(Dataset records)
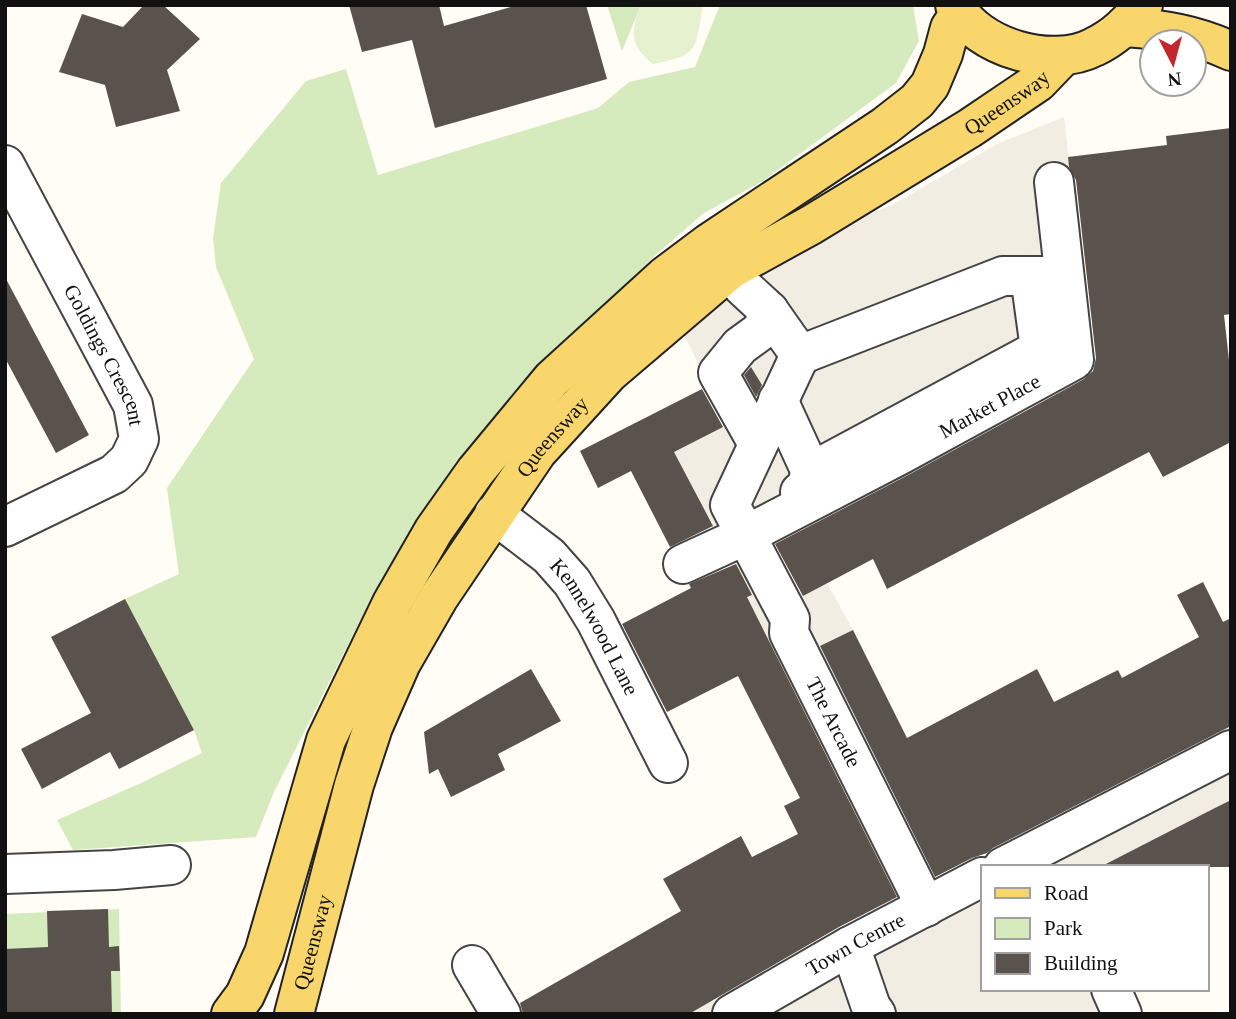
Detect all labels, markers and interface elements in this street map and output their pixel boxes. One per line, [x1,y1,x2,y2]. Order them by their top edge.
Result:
north arrow [1138,28,1208,98]
street label: Queensway [960,65,1055,140]
text: N [1167,68,1183,91]
street label: Goldings Crescent [59,280,148,428]
street label: Market Place [935,369,1044,443]
street label: Queensway [511,392,594,482]
street label: Kennelwood Lane [545,554,644,699]
street label: The Arcade [801,673,866,771]
legend [981,865,1208,991]
text: Road [1044,881,1089,905]
street label: Queensway [289,891,337,993]
street label: Town Centre [802,907,909,981]
text: Park [1044,916,1083,940]
text: Building [1044,951,1118,975]

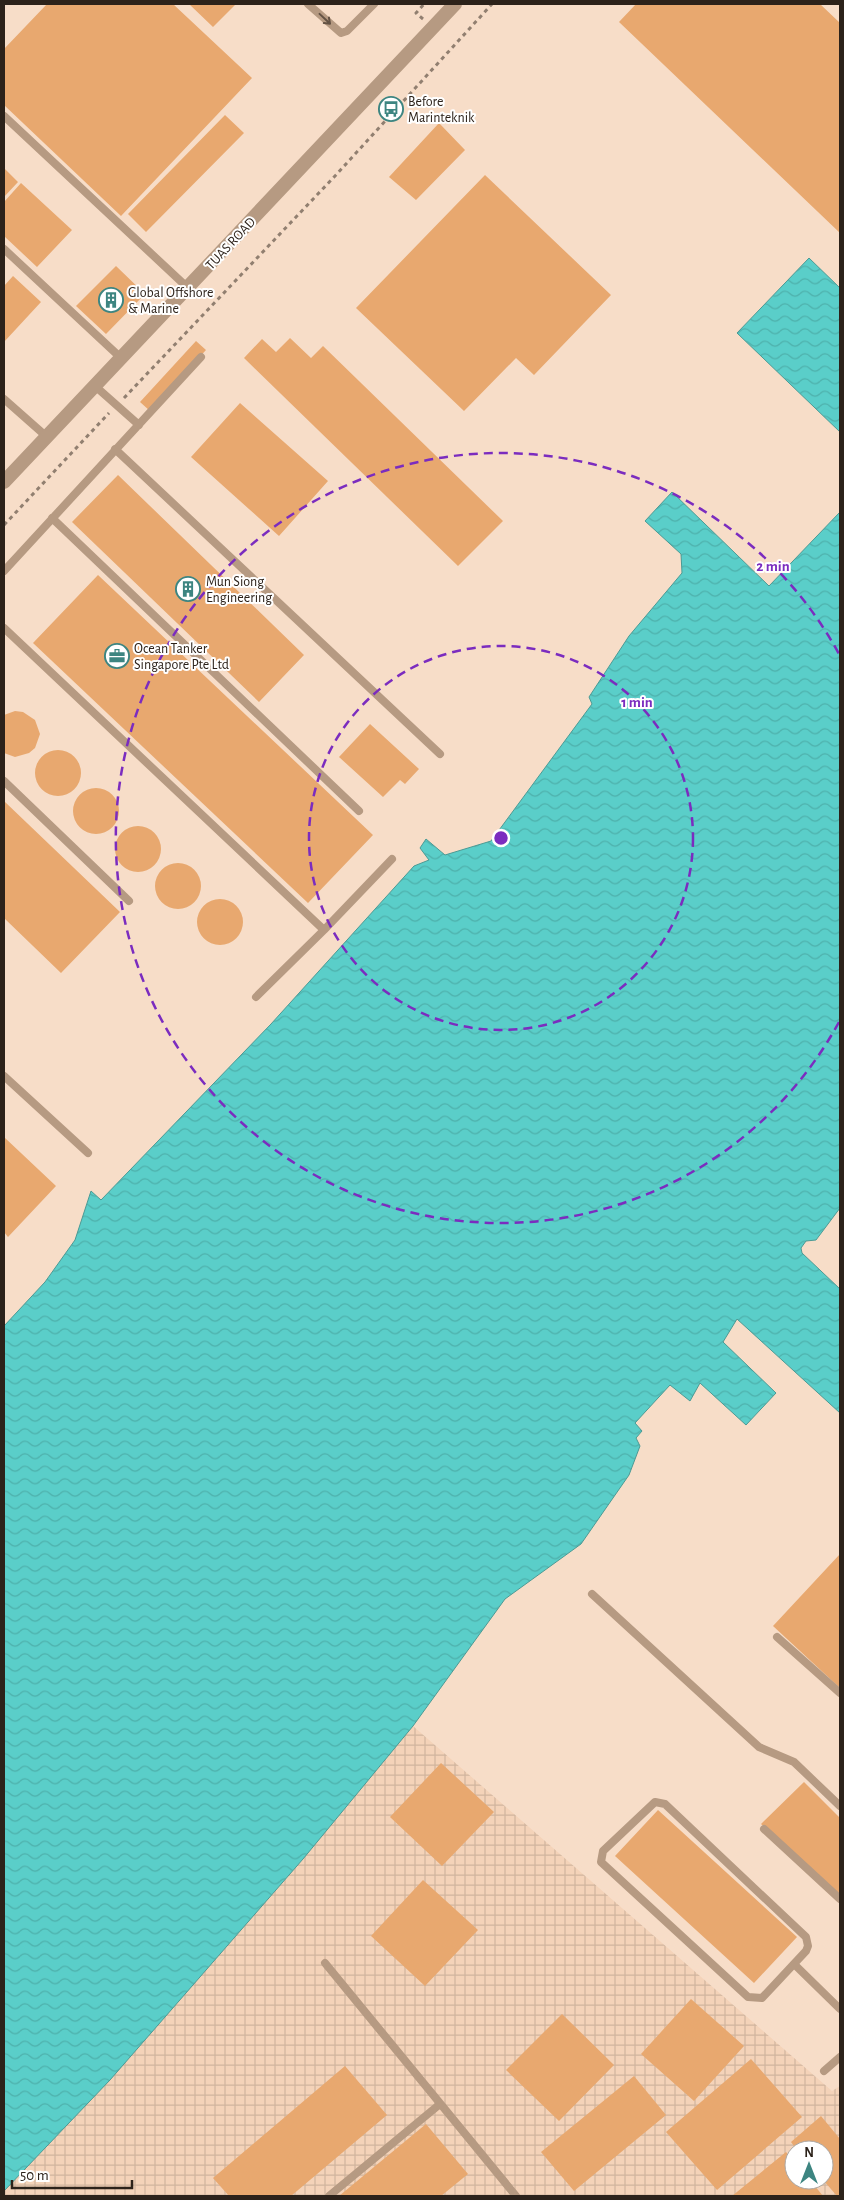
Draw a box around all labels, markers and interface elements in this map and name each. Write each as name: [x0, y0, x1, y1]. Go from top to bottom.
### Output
one-way arrow: [319, 14, 332, 25]
place label: Before Marinteknik: [408, 95, 475, 125]
bus stop icon: Before Marinteknik: [378, 96, 404, 122]
street label: TUAS ROAD: [203, 215, 258, 273]
place label: Global Offshore & Marine: [128, 286, 214, 316]
building icon: Global Offshore & Marine: [98, 287, 124, 313]
text: 2 min: [756, 559, 790, 574]
place label: Mun Siong Engineering: [206, 575, 272, 605]
building icon: Mun Siong Engineering: [175, 576, 201, 602]
place label: Ocean Tanker Singapore Pte Ltd: [134, 642, 229, 672]
office icon: Ocean Tanker Singapore Pte Ltd: [104, 643, 130, 669]
text: 1 min: [621, 695, 653, 710]
centre of rings: [492, 829, 510, 847]
north arrow: [784, 2140, 834, 2190]
text: N: [804, 2146, 814, 2160]
scale bar: [12, 2158, 132, 2190]
text: 50 m: [20, 2168, 49, 2183]

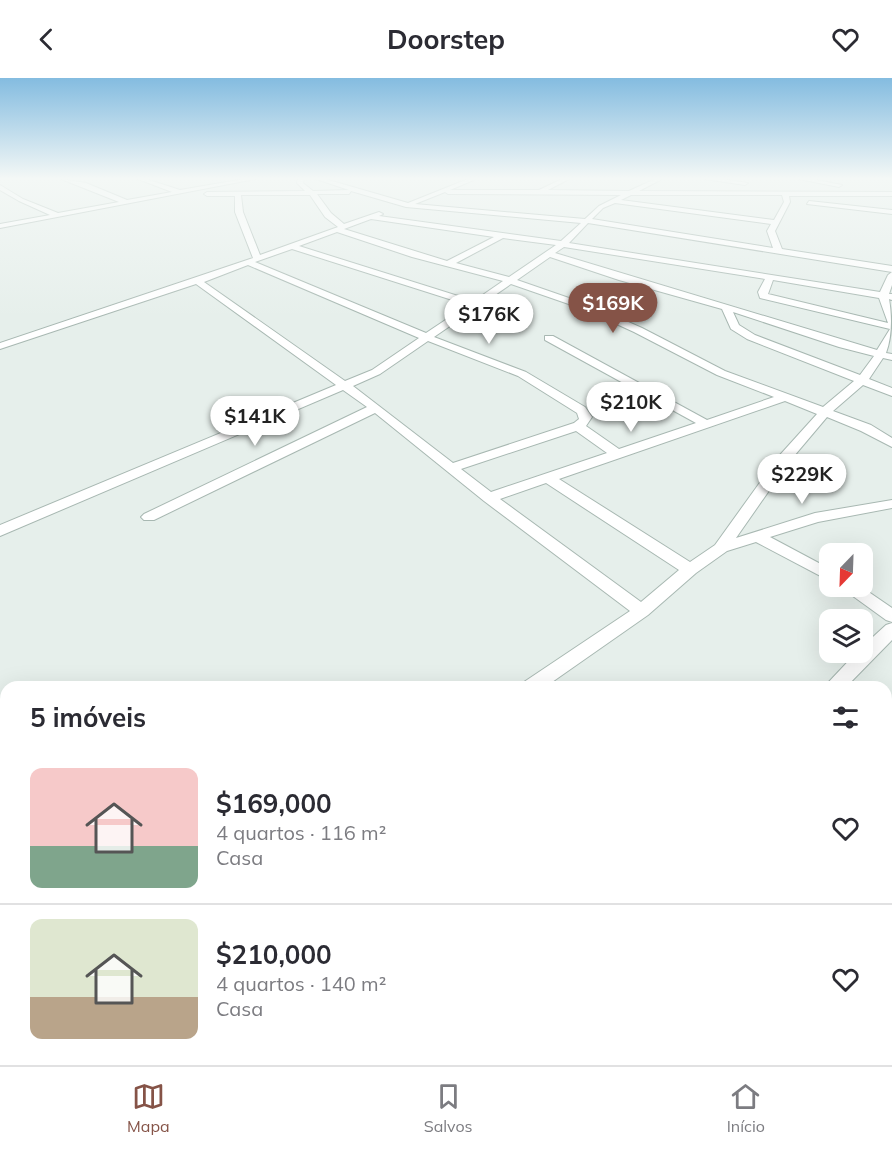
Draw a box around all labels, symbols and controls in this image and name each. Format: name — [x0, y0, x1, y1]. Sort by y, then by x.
text: Doorstep — [387, 22, 505, 56]
icon: back — [30, 23, 63, 56]
icon: heart — [829, 23, 862, 56]
pin: $169K — [571, 283, 655, 334]
text: $169K — [582, 290, 644, 315]
pin: $176K — [447, 294, 531, 345]
text: $176K — [458, 301, 520, 326]
pin: $210K — [589, 382, 673, 433]
text: $210K — [600, 389, 662, 414]
pin: $141K — [213, 396, 297, 447]
text: $141K — [224, 403, 286, 428]
pin: $229K — [760, 454, 844, 505]
text: $229K — [771, 461, 833, 486]
north arrow — [819, 543, 873, 597]
map controls — [819, 543, 873, 663]
button: layers — [819, 609, 873, 663]
text: 5 imóveis — [30, 701, 146, 734]
icon: filters — [829, 701, 862, 734]
text: $169,000 — [216, 787, 332, 820]
icon: home — [78, 792, 150, 864]
icon: heart — [829, 812, 862, 845]
text: 4 quartos · 116 m² — [216, 820, 386, 845]
text: Casa — [216, 845, 263, 870]
text: $210,000 — [216, 938, 332, 971]
icon: home — [78, 943, 150, 1015]
icon: heart — [829, 963, 862, 996]
text: 4 quartos · 140 m² — [216, 971, 386, 996]
text: Casa — [216, 996, 263, 1021]
tab: Mapa — [127, 1080, 170, 1136]
tab: Salvos — [424, 1080, 473, 1136]
tab: Início — [727, 1080, 765, 1136]

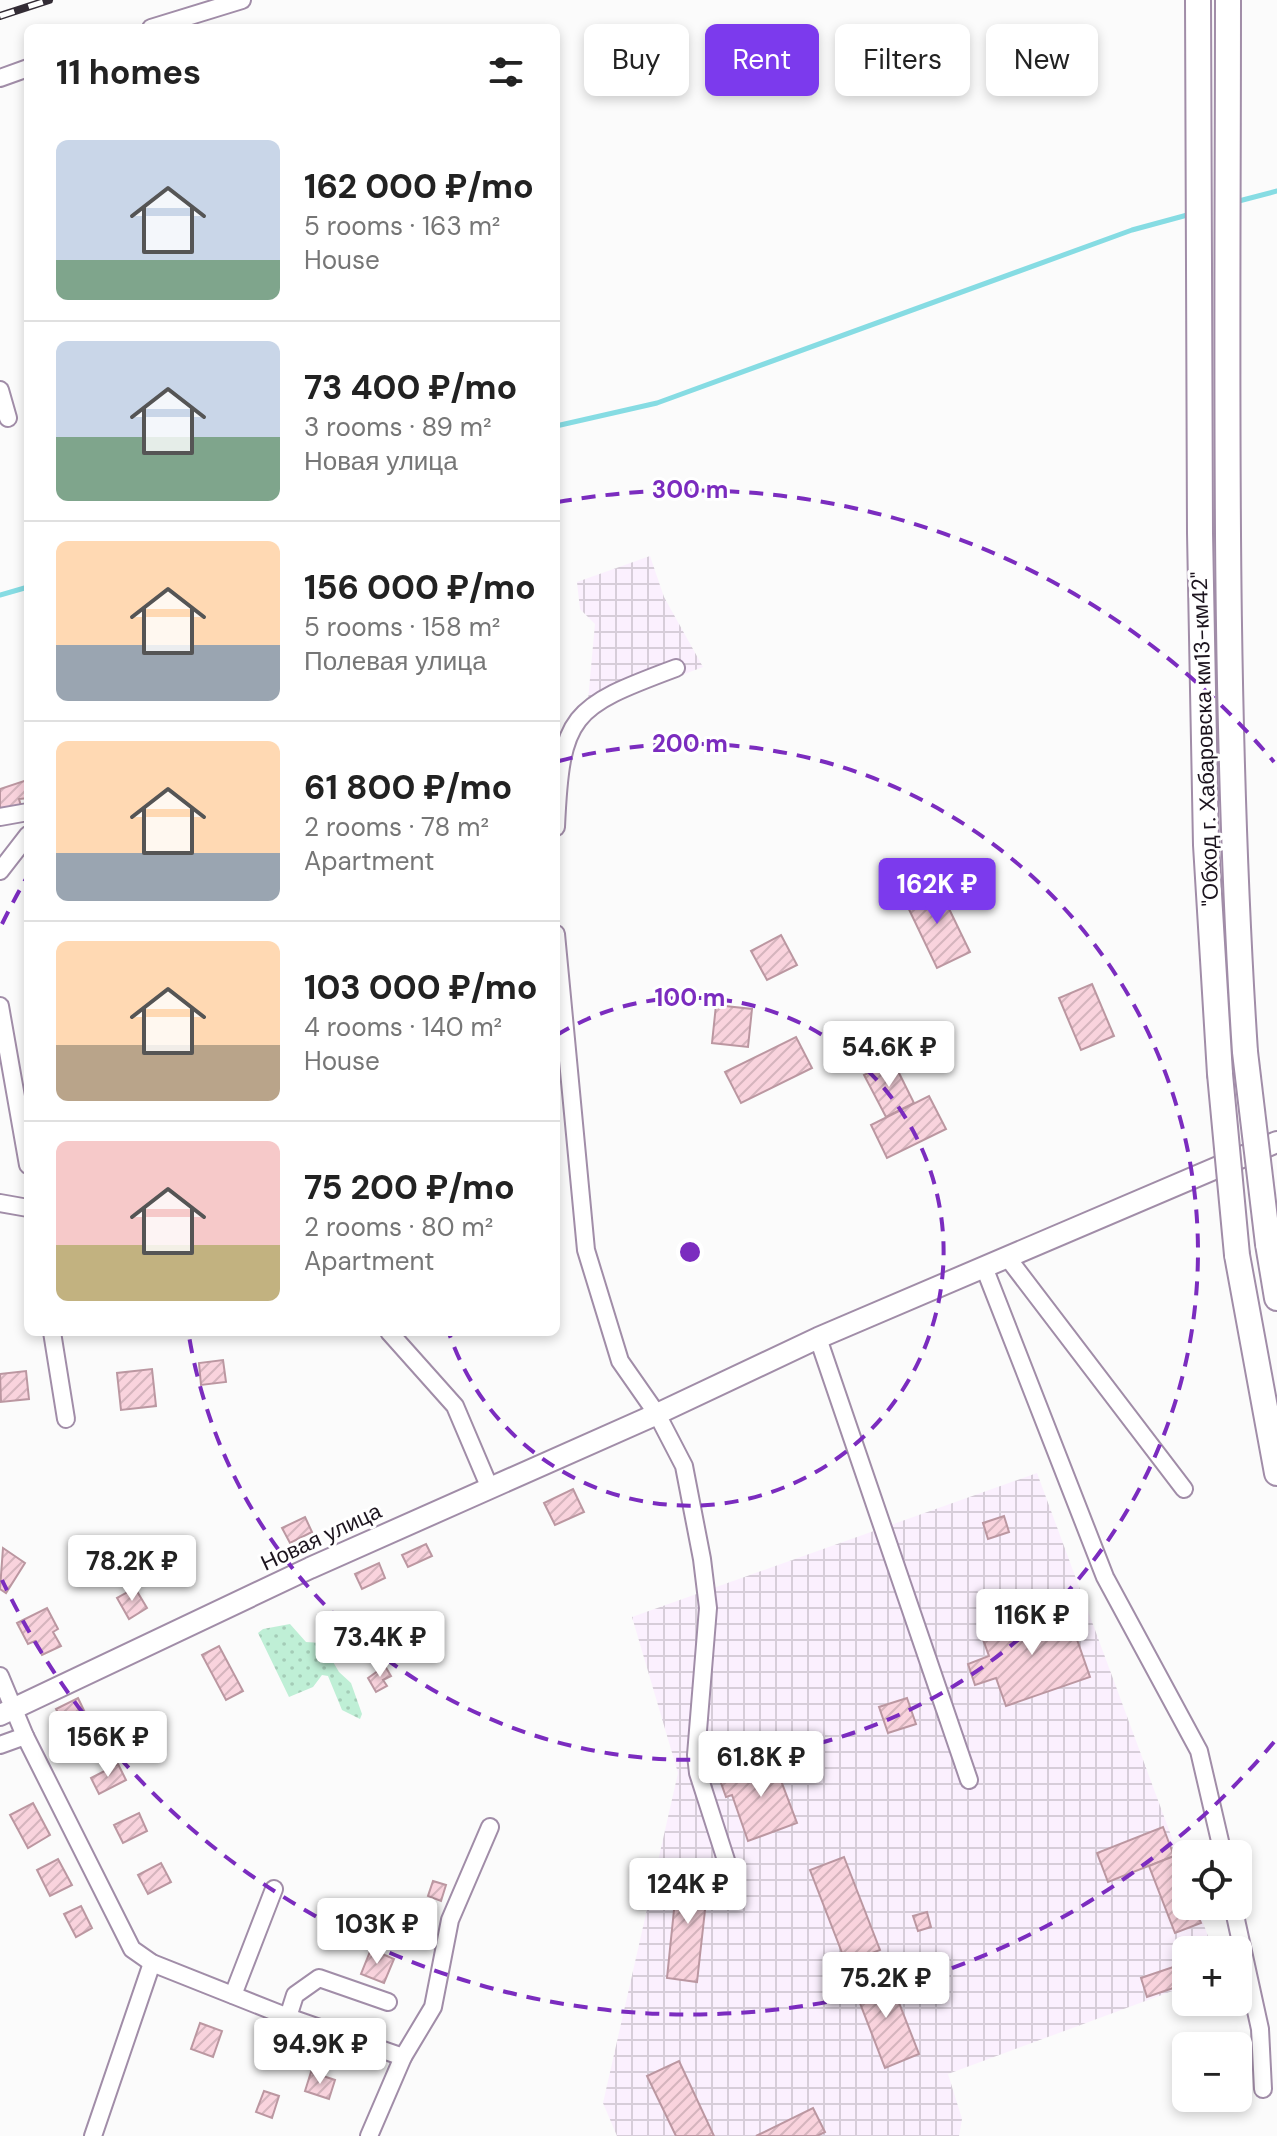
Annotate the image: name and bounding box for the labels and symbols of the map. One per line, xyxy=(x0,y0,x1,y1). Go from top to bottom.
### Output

== TO DO ==
Each entry above should be copied exactly. The pictures should not.

== TASK RESULT ==
Detect all labels, markers and interface elements in this street map and output their pixel boxes. One per line, [x1,y1,x2,y2]. Order them by their top edge.
Result:
north arrow [1138,28,1208,98]
street label: Queensway [960,65,1055,140]
text: N [1167,68,1183,91]
street label: Goldings Crescent [59,280,148,428]
street label: Market Place [935,369,1044,443]
street label: Queensway [511,392,594,482]
street label: Kennelwood Lane [545,554,644,699]
street label: The Arcade [801,673,866,771]
legend [981,865,1208,991]
text: Road [1044,881,1089,905]
street label: Queensway [289,891,337,993]
street label: Town Centre [802,907,909,981]
text: Park [1044,916,1083,940]
text: Building [1044,951,1118,975]

Draw a box around all labels, markers and interface elements in this map and name each. Write each as name: [x0, y0, x1, y1]. Go from top to bottom.
### Output
one-way arrow: [319, 14, 332, 25]
place label: Before Marinteknik: [408, 95, 475, 125]
bus stop icon: Before Marinteknik: [378, 96, 404, 122]
street label: TUAS ROAD: [203, 215, 258, 273]
place label: Global Offshore & Marine: [128, 286, 214, 316]
building icon: Global Offshore & Marine: [98, 287, 124, 313]
text: 2 min: [756, 559, 790, 574]
place label: Mun Siong Engineering: [206, 575, 272, 605]
building icon: Mun Siong Engineering: [175, 576, 201, 602]
place label: Ocean Tanker Singapore Pte Ltd: [134, 642, 229, 672]
office icon: Ocean Tanker Singapore Pte Ltd: [104, 643, 130, 669]
text: 1 min: [621, 695, 653, 710]
centre of rings: [492, 829, 510, 847]
north arrow: [784, 2140, 834, 2190]
text: N: [804, 2146, 814, 2160]
scale bar: [12, 2158, 132, 2190]
text: 50 m: [20, 2168, 49, 2183]

Draw a box around all labels, symbols and controls in this image and name each. Format: name — [x0, y0, x1, y1]. Sort by y, then by x.
text: Doorstep — [387, 22, 505, 56]
icon: back — [30, 23, 63, 56]
icon: heart — [829, 23, 862, 56]
pin: $169K — [571, 283, 655, 334]
text: $169K — [582, 290, 644, 315]
pin: $176K — [447, 294, 531, 345]
text: $176K — [458, 301, 520, 326]
pin: $210K — [589, 382, 673, 433]
text: $210K — [600, 389, 662, 414]
pin: $141K — [213, 396, 297, 447]
text: $141K — [224, 403, 286, 428]
pin: $229K — [760, 454, 844, 505]
text: $229K — [771, 461, 833, 486]
north arrow — [819, 543, 873, 597]
map controls — [819, 543, 873, 663]
button: layers — [819, 609, 873, 663]
text: 5 imóveis — [30, 701, 146, 734]
icon: filters — [829, 701, 862, 734]
text: $169,000 — [216, 787, 332, 820]
icon: home — [78, 792, 150, 864]
icon: heart — [829, 812, 862, 845]
text: 4 quartos · 116 m² — [216, 820, 386, 845]
text: Casa — [216, 845, 263, 870]
text: $210,000 — [216, 938, 332, 971]
icon: home — [78, 943, 150, 1015]
icon: heart — [829, 963, 862, 996]
text: 4 quartos · 140 m² — [216, 971, 386, 996]
text: Casa — [216, 996, 263, 1021]
tab: Mapa — [127, 1080, 170, 1136]
tab: Salvos — [424, 1080, 473, 1136]
tab: Início — [727, 1080, 765, 1136]

Annotate the image: name and bounding box for the labels and symbols of the map. One per line, xyxy=(x0,y0,x1,y1). Go from top to bottom.
### Output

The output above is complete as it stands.